[[ Extracted records open ]]
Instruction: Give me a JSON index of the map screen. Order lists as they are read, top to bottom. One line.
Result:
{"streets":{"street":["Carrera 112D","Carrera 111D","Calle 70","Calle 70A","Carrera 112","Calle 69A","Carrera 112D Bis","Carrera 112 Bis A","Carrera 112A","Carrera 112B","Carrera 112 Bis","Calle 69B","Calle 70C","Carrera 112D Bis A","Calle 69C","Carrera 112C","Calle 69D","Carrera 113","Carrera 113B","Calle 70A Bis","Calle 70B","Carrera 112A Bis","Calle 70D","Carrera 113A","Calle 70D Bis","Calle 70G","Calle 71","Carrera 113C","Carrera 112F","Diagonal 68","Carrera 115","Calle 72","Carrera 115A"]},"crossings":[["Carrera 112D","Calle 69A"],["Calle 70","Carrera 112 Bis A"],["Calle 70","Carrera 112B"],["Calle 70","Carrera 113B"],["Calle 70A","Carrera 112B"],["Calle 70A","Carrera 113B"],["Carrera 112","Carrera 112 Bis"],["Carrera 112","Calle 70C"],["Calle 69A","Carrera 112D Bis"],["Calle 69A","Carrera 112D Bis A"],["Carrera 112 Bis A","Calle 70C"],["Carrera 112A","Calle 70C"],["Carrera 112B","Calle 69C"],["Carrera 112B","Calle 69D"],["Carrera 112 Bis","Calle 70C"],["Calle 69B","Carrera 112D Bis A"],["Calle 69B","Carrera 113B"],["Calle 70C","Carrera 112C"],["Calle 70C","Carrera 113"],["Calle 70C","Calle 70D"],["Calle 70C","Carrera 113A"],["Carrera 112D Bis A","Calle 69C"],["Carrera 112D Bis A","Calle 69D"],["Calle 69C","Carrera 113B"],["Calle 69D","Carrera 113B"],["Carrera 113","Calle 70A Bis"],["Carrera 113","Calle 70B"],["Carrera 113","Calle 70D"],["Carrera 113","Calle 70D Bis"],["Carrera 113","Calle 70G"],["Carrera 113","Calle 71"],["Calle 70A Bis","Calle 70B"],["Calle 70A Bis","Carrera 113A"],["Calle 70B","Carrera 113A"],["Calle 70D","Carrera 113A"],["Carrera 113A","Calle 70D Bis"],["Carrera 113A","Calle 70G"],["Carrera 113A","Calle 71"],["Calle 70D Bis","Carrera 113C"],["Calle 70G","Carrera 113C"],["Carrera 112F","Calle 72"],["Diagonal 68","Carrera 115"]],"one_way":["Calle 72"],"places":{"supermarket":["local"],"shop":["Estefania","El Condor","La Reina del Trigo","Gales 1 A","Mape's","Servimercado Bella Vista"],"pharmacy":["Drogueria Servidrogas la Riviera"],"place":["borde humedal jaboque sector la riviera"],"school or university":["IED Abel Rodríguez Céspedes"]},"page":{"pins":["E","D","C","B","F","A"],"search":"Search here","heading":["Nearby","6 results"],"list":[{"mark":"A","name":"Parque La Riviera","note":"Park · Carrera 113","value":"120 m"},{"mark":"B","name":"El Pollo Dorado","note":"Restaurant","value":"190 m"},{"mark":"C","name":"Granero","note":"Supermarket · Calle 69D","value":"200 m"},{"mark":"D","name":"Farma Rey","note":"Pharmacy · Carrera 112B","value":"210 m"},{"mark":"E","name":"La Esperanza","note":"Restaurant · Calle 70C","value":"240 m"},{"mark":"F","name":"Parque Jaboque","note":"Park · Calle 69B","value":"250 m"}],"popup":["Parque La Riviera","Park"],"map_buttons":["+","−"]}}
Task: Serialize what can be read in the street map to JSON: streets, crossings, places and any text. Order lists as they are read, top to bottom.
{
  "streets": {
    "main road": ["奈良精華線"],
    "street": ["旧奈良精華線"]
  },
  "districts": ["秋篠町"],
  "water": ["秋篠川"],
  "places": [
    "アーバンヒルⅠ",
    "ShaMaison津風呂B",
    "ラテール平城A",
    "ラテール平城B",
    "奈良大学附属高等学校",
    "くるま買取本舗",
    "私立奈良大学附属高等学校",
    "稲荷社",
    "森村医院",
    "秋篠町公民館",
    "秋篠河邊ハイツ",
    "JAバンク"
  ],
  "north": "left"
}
[[ Extracted records closed ]]
■ Exercise objective ■
Could you restate all of the lines above without altering a single word?

■ Solution to the problem ■
Instruction: Give me a JSON index of the map screen. Order lists as they are read, top to bottom. One line.
Result:
{"streets":{"street":["Carrera 112D","Carrera 111D","Calle 70","Calle 70A","Carrera 112","Calle 69A","Carrera 112D Bis","Carrera 112 Bis A","Carrera 112A","Carrera 112B","Carrera 112 Bis","Calle 69B","Calle 70C","Carrera 112D Bis A","Calle 69C","Carrera 112C","Calle 69D","Carrera 113","Carrera 113B","Calle 70A Bis","Calle 70B","Carrera 112A Bis","Calle 70D","Carrera 113A","Calle 70D Bis","Calle 70G","Calle 71","Carrera 113C","Carrera 112F","Diagonal 68","Carrera 115","Calle 72","Carrera 115A"]},"crossings":[["Carrera 112D","Calle 69A"],["Calle 70","Carrera 112 Bis A"],["Calle 70","Carrera 112B"],["Calle 70","Carrera 113B"],["Calle 70A","Carrera 112B"],["Calle 70A","Carrera 113B"],["Carrera 112","Carrera 112 Bis"],["Carrera 112","Calle 70C"],["Calle 69A","Carrera 112D Bis"],["Calle 69A","Carrera 112D Bis A"],["Carrera 112 Bis A","Calle 70C"],["Carrera 112A","Calle 70C"],["Carrera 112B","Calle 69C"],["Carrera 112B","Calle 69D"],["Carrera 112 Bis","Calle 70C"],["Calle 69B","Carrera 112D Bis A"],["Calle 69B","Carrera 113B"],["Calle 70C","Carrera 112C"],["Calle 70C","Carrera 113"],["Calle 70C","Calle 70D"],["Calle 70C","Carrera 113A"],["Carrera 112D Bis A","Calle 69C"],["Carrera 112D Bis A","Calle 69D"],["Calle 69C","Carrera 113B"],["Calle 69D","Carrera 113B"],["Carrera 113","Calle 70A Bis"],["Carrera 113","Calle 70B"],["Carrera 113","Calle 70D"],["Carrera 113","Calle 70D Bis"],["Carrera 113","Calle 70G"],["Carrera 113","Calle 71"],["Calle 70A Bis","Calle 70B"],["Calle 70A Bis","Carrera 113A"],["Calle 70B","Carrera 113A"],["Calle 70D","Carrera 113A"],["Carrera 113A","Calle 70D Bis"],["Carrera 113A","Calle 70G"],["Carrera 113A","Calle 71"],["Calle 70D Bis","Carrera 113C"],["Calle 70G","Carrera 113C"],["Carrera 112F","Calle 72"],["Diagonal 68","Carrera 115"]],"one_way":["Calle 72"],"places":{"supermarket":["local"],"shop":["Estefania","El Condor","La Reina del Trigo","Gales 1 A","Mape's","Servimercado Bella Vista"],"pharmacy":["Drogueria Servidrogas la Riviera"],"place":["borde humedal jaboque sector la riviera"],"school or university":["IED Abel Rodríguez Céspedes"]},"page":{"pins":["E","D","C","B","F","A"],"search":"Search here","heading":["Nearby","6 results"],"list":[{"mark":"A","name":"Parque La Riviera","note":"Park · Carrera 113","value":"120 m"},{"mark":"B","name":"El Pollo Dorado","note":"Restaurant","value":"190 m"},{"mark":"C","name":"Granero","note":"Supermarket · Calle 69D","value":"200 m"},{"mark":"D","name":"Farma Rey","note":"Pharmacy · Carrera 112B","value":"210 m"},{"mark":"E","name":"La Esperanza","note":"Restaurant · Calle 70C","value":"240 m"},{"mark":"F","name":"Parque Jaboque","note":"Park · Calle 69B","value":"250 m"}],"popup":["Parque La Riviera","Park"],"map_buttons":["+","−"]}}
Task: Serialize what can be read in the street map to JSON: streets, crossings, places and any text. Order lists as they are read, top to bottom.
{
  "streets": {
    "main road": ["奈良精華線"],
    "street": ["旧奈良精華線"]
  },
  "districts": ["秋篠町"],
  "water": ["秋篠川"],
  "places": [
    "アーバンヒルⅠ",
    "ShaMaison津風呂B",
    "ラテール平城A",
    "ラテール平城B",
    "奈良大学附属高等学校",
    "くるま買取本舗",
    "私立奈良大学附属高等学校",
    "稲荷社",
    "森村医院",
    "秋篠町公民館",
    "秋篠河邊ハイツ",
    "JAバンク"
  ],
  "north": "left"
}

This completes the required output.